>>>

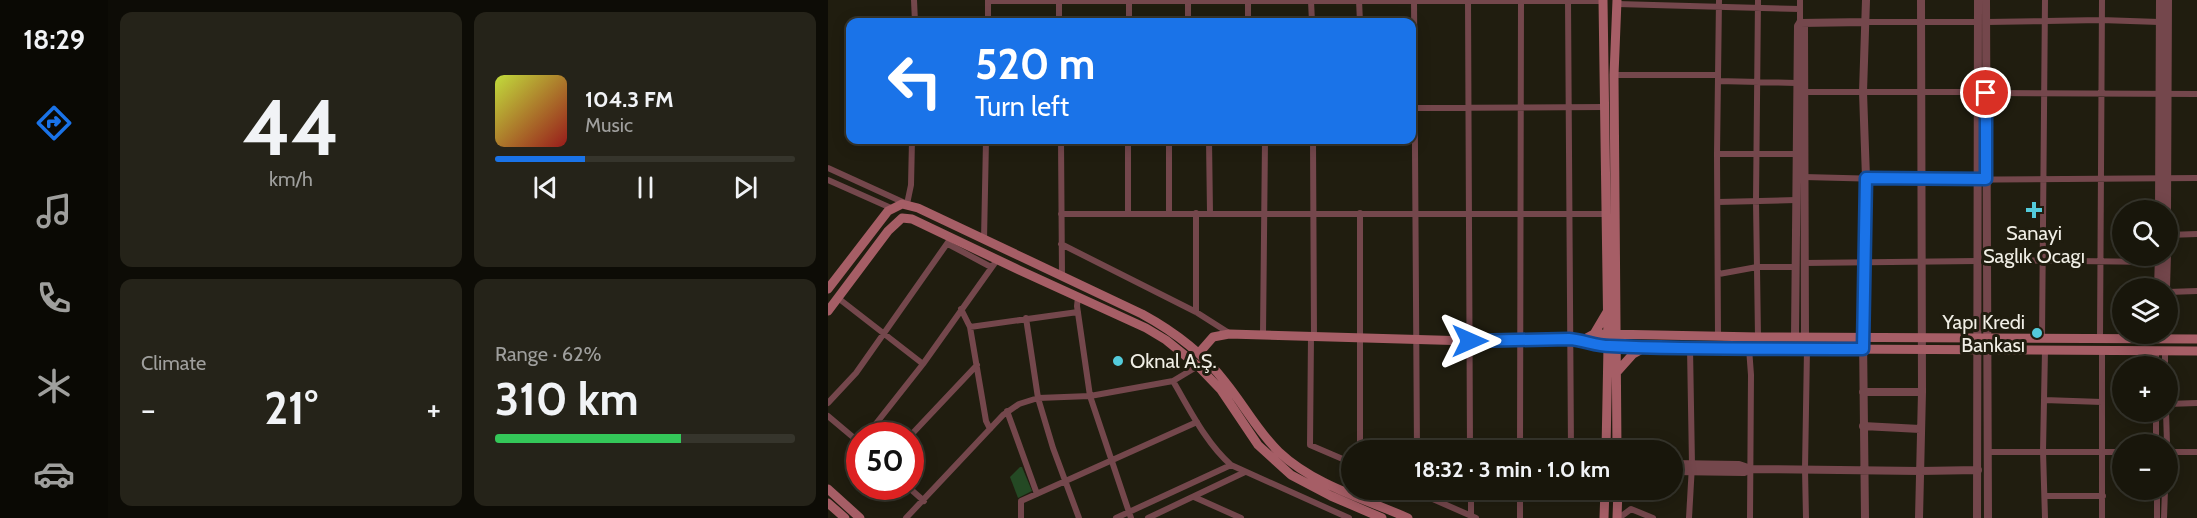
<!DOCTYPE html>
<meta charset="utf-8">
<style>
body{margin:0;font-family:Cabin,sans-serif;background:#252319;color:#f1f3f6;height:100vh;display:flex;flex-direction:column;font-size:22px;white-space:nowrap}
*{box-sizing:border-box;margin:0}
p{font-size:20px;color:#9f9f9d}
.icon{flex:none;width:33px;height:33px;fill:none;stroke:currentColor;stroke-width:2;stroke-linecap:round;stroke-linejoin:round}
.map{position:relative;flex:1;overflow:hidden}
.sheet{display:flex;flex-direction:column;gap:12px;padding:12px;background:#0d0c06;width:720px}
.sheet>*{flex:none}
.top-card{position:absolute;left:18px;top:18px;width:570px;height:126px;border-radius:12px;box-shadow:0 3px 15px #0003,0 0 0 2px #36352c;background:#1a73e8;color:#fff;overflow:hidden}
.buttons{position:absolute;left:1284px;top:200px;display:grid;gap:12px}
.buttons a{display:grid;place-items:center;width:66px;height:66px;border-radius:50%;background:#18160b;box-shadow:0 3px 15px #0003,0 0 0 2px #36352c;font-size:30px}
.speed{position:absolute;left:18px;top:422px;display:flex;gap:12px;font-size:30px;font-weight:700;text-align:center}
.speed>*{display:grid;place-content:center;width:78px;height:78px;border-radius:50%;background:#18160b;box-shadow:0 3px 15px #0003,0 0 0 2px #36352c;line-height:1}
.speed .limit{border:9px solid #d22;background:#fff;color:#111}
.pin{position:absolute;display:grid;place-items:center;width:51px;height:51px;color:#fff;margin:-26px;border:3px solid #fff;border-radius:50%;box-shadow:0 2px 6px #0007}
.me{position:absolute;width:66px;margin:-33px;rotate:90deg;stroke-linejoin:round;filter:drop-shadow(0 0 4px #0008)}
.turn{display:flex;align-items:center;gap:21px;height:126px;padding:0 30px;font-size:27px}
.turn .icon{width:78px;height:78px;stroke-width:2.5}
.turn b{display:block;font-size:42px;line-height:51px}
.big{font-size:45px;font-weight:800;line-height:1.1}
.sheet .tile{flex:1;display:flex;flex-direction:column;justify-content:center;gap:9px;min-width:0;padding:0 21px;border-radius:12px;background:#252319}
.sheet .dial{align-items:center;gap:0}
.dial b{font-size:78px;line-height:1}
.song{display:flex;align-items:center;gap:18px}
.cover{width:72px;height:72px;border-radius:9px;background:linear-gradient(135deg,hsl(70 70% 55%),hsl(0 70% 35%))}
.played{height:6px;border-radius:3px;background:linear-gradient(90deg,#1a73e8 30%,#36352c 30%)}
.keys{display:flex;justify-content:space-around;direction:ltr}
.heat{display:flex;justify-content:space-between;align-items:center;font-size:33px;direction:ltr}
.charge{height:9px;border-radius:4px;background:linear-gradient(90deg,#34c759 62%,#36352c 0)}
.sheet .tiles{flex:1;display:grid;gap:12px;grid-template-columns:repeat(2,1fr)}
.trip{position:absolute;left:513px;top:440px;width:342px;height:60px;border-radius:30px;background:#18160b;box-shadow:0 3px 15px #0003,0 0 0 2px #36352c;font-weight:800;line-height:60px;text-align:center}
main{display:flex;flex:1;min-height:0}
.dock{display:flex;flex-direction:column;width:108px;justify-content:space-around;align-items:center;background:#0a0904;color:#9f9f9d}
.dock .icon{width:42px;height:42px}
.dock .selected{color:#1a73e8}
.dock b{font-size:27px;color:#f1f3f6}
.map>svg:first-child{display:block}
.green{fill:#244924}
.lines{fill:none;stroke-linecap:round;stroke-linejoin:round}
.minor{stroke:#74474c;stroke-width:6}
.tertiary{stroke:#74474c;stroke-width:8}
.secondary{stroke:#a65e66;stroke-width:9}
.route-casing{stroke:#114b97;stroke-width:15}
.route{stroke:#1a73e8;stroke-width:10}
.poi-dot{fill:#53cbdb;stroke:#201d0f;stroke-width:2}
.labels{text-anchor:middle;stroke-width:6;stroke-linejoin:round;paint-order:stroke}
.poi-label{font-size:20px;fill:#f0eee5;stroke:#201d0f}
</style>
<main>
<nav class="dock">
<b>18:29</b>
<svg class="icon selected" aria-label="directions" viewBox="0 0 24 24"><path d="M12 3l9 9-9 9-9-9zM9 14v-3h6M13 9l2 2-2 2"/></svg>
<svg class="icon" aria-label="music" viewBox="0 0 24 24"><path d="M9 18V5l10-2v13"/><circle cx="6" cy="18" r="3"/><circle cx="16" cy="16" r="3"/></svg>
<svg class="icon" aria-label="phone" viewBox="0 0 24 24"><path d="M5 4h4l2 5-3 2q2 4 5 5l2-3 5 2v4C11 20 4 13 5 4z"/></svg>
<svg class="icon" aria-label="climate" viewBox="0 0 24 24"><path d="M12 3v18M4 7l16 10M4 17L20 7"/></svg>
<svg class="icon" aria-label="car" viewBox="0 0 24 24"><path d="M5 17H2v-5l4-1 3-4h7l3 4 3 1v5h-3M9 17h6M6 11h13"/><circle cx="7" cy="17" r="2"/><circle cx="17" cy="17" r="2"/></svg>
</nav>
<section class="sheet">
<div class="tiles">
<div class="tile dial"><b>44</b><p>km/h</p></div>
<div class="tile">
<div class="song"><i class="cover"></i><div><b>104.3 FM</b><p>Music</p></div></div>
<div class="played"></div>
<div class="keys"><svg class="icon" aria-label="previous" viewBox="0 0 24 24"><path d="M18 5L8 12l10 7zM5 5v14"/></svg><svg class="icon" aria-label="pause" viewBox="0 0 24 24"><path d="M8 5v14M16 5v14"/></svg><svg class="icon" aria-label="next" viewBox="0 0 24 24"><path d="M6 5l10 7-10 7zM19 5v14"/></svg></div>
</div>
<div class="tile"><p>Climate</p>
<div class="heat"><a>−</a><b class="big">21°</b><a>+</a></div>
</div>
<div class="tile"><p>Range · 62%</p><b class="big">310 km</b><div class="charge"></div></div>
</div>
</section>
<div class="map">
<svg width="1369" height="518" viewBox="0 0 1369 518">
<rect width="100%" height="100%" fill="#201d0f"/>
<path class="green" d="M 192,467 L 194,467 L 204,491 L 190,498 L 182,477 Z"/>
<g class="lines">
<path class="minor" d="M 86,0 L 87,22
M 231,0 L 231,22
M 531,0 L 532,22
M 586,0 L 589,450
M 930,0 L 928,201 L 930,337
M 972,0 L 972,23
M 160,1 L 775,1
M 483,1 L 484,22
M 640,1 L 642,450
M 740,1 L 743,450
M 360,2 L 360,22
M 420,2 L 420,22
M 789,4 L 972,9
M 160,22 L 160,0
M 301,22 L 301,0
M 1038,22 L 1150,22
M 1159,22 L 1273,20 L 1331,22
M 786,75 L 890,75
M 890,81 L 968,83 L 977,92 L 1150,92
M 1158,93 L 1369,94
M 585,108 L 776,107
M 233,140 L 234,276
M 300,140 L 300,213
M 381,140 L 382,213
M 485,140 L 486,336
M 889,154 L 970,154
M 0,168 L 79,204 L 83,185 L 84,140
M 976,177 L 1093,180 L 1369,178
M 0,180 L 63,208
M 890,202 L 968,200
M 341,213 L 341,140
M 233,214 L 776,214
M 1340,235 L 1369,234
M 156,240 L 158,140
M 120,244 L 163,267
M 233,244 L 368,312 L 401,333
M 1158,260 L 1331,262
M 976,263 L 1149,261
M 891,274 L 929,267 L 968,267
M 1340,292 L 1369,291
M 250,297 L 249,306 L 262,396 L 303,518
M 10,298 L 95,364
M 133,309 L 142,327 L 158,421 L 162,429
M 368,312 L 368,213
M 198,318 L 210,398 L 225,448 L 251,518
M 142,327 L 250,312
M 435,334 L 437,140
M 483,336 L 482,445 L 524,463
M 890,337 L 889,154 L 891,0
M 1214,338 L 1217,0
M 1272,338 L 1274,0
M 921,348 L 923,375 L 922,518
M 1217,350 L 1215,451 L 1217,518
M 1328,351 L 1328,366
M 1337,351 L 1337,366
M 345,381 C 362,410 378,443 403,465 L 521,518
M 1216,400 L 1274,402
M 0,403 L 28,373 L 123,238
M 1340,404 L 1369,403
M 179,411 L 209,494
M 1328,411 L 1328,444
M 1338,411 L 1339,444
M 0,416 L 32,443
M 39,435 L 95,364 L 169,260
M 82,436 L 149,365
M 532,450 L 532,213
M 692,450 L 693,1
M 1160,452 L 1294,452
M 1340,452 L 1369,452
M 79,486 L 96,501
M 582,489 L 648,518
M 643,489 L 643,516
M 1217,496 L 1275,496
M 366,497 L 413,518
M 78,518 L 175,415 L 191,404 L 210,398 L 262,396 L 345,381 L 370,366
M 193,518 L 193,501 L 369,422
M 288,518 L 403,465
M 320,518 L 417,472
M 692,518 L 692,489
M 791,518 L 803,509 L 825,518
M 861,518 L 864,465 L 862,348
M 978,518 L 977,469 L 979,349
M 1274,518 L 1274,351
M 1329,518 L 1329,489
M 1336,518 L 1337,489"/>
<path class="tertiary" d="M 1158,0 L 1160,518
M 972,23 L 976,27 L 977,337
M 972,23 L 1038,22
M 1331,210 L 1332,0
M 1339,210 L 1340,0
M 1340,228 L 1340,239
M 1330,288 L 1331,255
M 1338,288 L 1339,255
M 967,337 L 970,26 L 972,23
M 1035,392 L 1094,392
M 1035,426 L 1092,429
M 844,464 L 911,465 L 923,469 L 1092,471 L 1150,470
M 844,471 L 916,472 L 923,469
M 1037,518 L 1035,337 L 1038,178 L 1035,92 L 1038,0
M 1091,518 L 1094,392 L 1093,0
M 1149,518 L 1150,0"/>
<path class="secondary" d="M 775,0 L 780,346 L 778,450
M 789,0 L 786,75 L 789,450
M 0,289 L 60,211 L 74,204 L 90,208 L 314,314 C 347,332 375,353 398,383 C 416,405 430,432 451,452 C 486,485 537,499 580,518
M 0,311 L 60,231 L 74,218 L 84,219 L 191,270 L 318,328 L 338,340 L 370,366 L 393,390 L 430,445 L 463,475 L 503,496 L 554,518
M 766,334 L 779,312
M 755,340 L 766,334 L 779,334 L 930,337 L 1369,339
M 371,353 L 385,337 L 401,334 L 642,341 L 741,339 L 755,340 L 763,345 L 816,348 L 1369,351
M 788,373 L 805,354 L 816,348
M 0,489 L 32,518
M 0,503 L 17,518
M 776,518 L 777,489
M 789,518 L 790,489"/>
</g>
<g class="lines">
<g class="route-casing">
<path id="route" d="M 642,341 L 741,339 C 756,340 767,346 782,346 C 866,350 950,348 1035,349 L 1038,178 L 1158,179 L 1158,93"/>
</g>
<use href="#route" class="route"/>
</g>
<g class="poi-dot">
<path d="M1203 201h6v6h6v6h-6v6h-6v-6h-6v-6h6z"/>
<circle cx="1209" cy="333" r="6"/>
<circle cx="290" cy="361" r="6"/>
</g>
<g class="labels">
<g class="poi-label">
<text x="1206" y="240">Sanayi<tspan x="1206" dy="23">Saglık Ocagı</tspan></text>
<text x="1197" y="329" text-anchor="end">Yapı Kredi<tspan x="1197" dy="23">Bankası</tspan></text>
<text x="302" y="368" text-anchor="start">Oknal A.Ş.</text>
</g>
</g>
</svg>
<div class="buttons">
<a><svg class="icon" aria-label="search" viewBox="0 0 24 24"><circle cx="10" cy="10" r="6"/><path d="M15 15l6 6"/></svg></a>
<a><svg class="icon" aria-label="layers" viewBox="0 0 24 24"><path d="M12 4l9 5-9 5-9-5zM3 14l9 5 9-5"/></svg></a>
<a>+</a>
<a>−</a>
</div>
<div class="speed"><div class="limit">50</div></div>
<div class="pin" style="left:1158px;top:93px;background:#d93025"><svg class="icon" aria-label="arrive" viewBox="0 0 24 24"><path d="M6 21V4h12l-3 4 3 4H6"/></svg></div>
<svg class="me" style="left:642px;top:341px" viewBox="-20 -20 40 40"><path d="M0-17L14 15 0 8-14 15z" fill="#1a73e8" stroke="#fff" stroke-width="4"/></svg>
<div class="trip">18:32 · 3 min · 1.0 km</div>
<div class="top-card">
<div class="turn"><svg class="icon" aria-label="left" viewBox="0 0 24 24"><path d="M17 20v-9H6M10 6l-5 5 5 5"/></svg><div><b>520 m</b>Turn left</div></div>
</div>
</div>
</main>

<<<

### What the exercise asks
The required answer is the exact run of lines above starting at the line with "M 640,1 L 642,450" and ending at the line with "M 978,518 L 977,469 L 979,349", with both ends present.

### Output for this task
M 640,1 L 642,450
M 740,1 L 743,450
M 360,2 L 360,22
M 420,2 L 420,22
M 789,4 L 972,9
M 160,22 L 160,0
M 301,22 L 301,0
M 1038,22 L 1150,22
M 1159,22 L 1273,20 L 1331,22
M 786,75 L 890,75
M 890,81 L 968,83 L 977,92 L 1150,92
M 1158,93 L 1369,94
M 585,108 L 776,107
M 233,140 L 234,276
M 300,140 L 300,213
M 381,140 L 382,213
M 485,140 L 486,336
M 889,154 L 970,154
M 0,168 L 79,204 L 83,185 L 84,140
M 976,177 L 1093,180 L 1369,178
M 0,180 L 63,208
M 890,202 L 968,200
M 341,213 L 341,140
M 233,214 L 776,214
M 1340,235 L 1369,234
M 156,240 L 158,140
M 120,244 L 163,267
M 233,244 L 368,312 L 401,333
M 1158,260 L 1331,262
M 976,263 L 1149,261
M 891,274 L 929,267 L 968,267
M 1340,292 L 1369,291
M 250,297 L 249,306 L 262,396 L 303,518
M 10,298 L 95,364
M 133,309 L 142,327 L 158,421 L 162,429
M 368,312 L 368,213
M 198,318 L 210,398 L 225,448 L 251,518
M 142,327 L 250,312
M 435,334 L 437,140
M 483,336 L 482,445 L 524,463
M 890,337 L 889,154 L 891,0
M 1214,338 L 1217,0
M 1272,338 L 1274,0
M 921,348 L 923,375 L 922,518
M 1217,350 L 1215,451 L 1217,518
M 1328,351 L 1328,366
M 1337,351 L 1337,366
M 345,381 C 362,410 378,443 403,465 L 521,518
M 1216,400 L 1274,402
M 0,403 L 28,373 L 123,238
M 1340,404 L 1369,403
M 179,411 L 209,494
M 1328,411 L 1328,444
M 1338,411 L 1339,444
M 0,416 L 32,443
M 39,435 L 95,364 L 169,260
M 82,436 L 149,365
M 532,450 L 532,213
M 692,450 L 693,1
M 1160,452 L 1294,452
M 1340,452 L 1369,452
M 79,486 L 96,501
M 582,489 L 648,518
M 643,489 L 643,516
M 1217,496 L 1275,496
M 366,497 L 413,518
M 78,518 L 175,415 L 191,404 L 210,398 L 262,396 L 345,381 L 370,366
M 193,518 L 193,501 L 369,422
M 288,518 L 403,465
M 320,518 L 417,472
M 692,518 L 692,489
M 791,518 L 803,509 L 825,518
M 861,518 L 864,465 L 862,348
M 978,518 L 977,469 L 979,349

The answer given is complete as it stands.